◆ ACTIVITY: Your task is to write out the full listing once more, exactly.

◆ DATA SEGMENT:
########
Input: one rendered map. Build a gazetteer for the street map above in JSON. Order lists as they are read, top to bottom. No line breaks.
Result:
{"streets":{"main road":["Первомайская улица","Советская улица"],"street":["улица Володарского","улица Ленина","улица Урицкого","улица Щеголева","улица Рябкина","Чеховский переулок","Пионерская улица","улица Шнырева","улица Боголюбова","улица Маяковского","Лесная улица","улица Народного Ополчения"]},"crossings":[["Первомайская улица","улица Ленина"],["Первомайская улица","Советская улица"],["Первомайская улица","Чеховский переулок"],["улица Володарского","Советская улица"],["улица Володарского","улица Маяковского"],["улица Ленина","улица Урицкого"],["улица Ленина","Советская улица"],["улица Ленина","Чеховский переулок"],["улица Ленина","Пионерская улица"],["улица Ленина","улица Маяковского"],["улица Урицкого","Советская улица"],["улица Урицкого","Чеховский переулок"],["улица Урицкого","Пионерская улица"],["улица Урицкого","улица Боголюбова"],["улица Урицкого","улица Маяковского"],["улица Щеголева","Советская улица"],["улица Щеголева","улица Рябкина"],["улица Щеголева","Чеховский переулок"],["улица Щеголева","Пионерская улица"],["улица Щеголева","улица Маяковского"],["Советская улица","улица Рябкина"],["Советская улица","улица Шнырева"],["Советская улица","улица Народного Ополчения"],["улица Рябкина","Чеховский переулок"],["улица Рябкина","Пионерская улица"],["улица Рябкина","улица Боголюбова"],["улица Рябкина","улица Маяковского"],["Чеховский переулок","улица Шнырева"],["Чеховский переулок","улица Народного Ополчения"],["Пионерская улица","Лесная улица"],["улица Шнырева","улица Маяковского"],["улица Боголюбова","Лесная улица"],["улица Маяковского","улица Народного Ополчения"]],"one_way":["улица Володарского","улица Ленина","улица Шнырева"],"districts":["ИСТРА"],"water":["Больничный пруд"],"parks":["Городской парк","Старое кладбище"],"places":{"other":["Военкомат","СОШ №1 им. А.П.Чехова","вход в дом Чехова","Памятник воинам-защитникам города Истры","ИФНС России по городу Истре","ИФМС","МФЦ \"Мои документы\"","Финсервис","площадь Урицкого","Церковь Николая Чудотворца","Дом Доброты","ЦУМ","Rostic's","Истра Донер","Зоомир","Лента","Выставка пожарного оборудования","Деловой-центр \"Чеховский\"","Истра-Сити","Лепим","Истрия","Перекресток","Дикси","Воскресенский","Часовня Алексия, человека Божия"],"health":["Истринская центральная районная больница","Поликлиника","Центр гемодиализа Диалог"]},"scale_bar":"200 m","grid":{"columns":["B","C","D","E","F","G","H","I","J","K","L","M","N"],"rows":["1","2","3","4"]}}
########
◆ ANSWER BOX:
Input: one rendered map. Build a gazetteer for the street map above in JSON. Order lists as they are read, top to bottom. No line breaks.
Result:
{"streets":{"main road":["Первомайская улица","Советская улица"],"street":["улица Володарского","улица Ленина","улица Урицкого","улица Щеголева","улица Рябкина","Чеховский переулок","Пионерская улица","улица Шнырева","улица Боголюбова","улица Маяковского","Лесная улица","улица Народного Ополчения"]},"crossings":[["Первомайская улица","улица Ленина"],["Первомайская улица","Советская улица"],["Первомайская улица","Чеховский переулок"],["улица Володарского","Советская улица"],["улица Володарского","улица Маяковского"],["улица Ленина","улица Урицкого"],["улица Ленина","Советская улица"],["улица Ленина","Чеховский переулок"],["улица Ленина","Пионерская улица"],["улица Ленина","улица Маяковского"],["улица Урицкого","Советская улица"],["улица Урицкого","Чеховский переулок"],["улица Урицкого","Пионерская улица"],["улица Урицкого","улица Боголюбова"],["улица Урицкого","улица Маяковского"],["улица Щеголева","Советская улица"],["улица Щеголева","улица Рябкина"],["улица Щеголева","Чеховский переулок"],["улица Щеголева","Пионерская улица"],["улица Щеголева","улица Маяковского"],["Советская улица","улица Рябкина"],["Советская улица","улица Шнырева"],["Советская улица","улица Народного Ополчения"],["улица Рябкина","Чеховский переулок"],["улица Рябкина","Пионерская улица"],["улица Рябкина","улица Боголюбова"],["улица Рябкина","улица Маяковского"],["Чеховский переулок","улица Шнырева"],["Чеховский переулок","улица Народного Ополчения"],["Пионерская улица","Лесная улица"],["улица Шнырева","улица Маяковского"],["улица Боголюбова","Лесная улица"],["улица Маяковского","улица Народного Ополчения"]],"one_way":["улица Володарского","улица Ленина","улица Шнырева"],"districts":["ИСТРА"],"water":["Больничный пруд"],"parks":["Городской парк","Старое кладбище"],"places":{"other":["Военкомат","СОШ №1 им. А.П.Чехова","вход в дом Чехова","Памятник воинам-защитникам города Истры","ИФНС России по городу Истре","ИФМС","МФЦ \"Мои документы\"","Финсервис","площадь Урицкого","Церковь Николая Чудотворца","Дом Доброты","ЦУМ","Rostic's","Истра Донер","Зоомир","Лента","Выставка пожарного оборудования","Деловой-центр \"Чеховский\"","Истра-Сити","Лепим","Истрия","Перекресток","Дикси","Воскресенский","Часовня Алексия, человека Божия"],"health":["Истринская центральная районная больница","Поликлиника","Центр гемодиализа Диалог"]},"scale_bar":"200 m","grid":{"columns":["B","C","D","E","F","G","H","I","J","K","L","M","N"],"rows":["1","2","3","4"]}}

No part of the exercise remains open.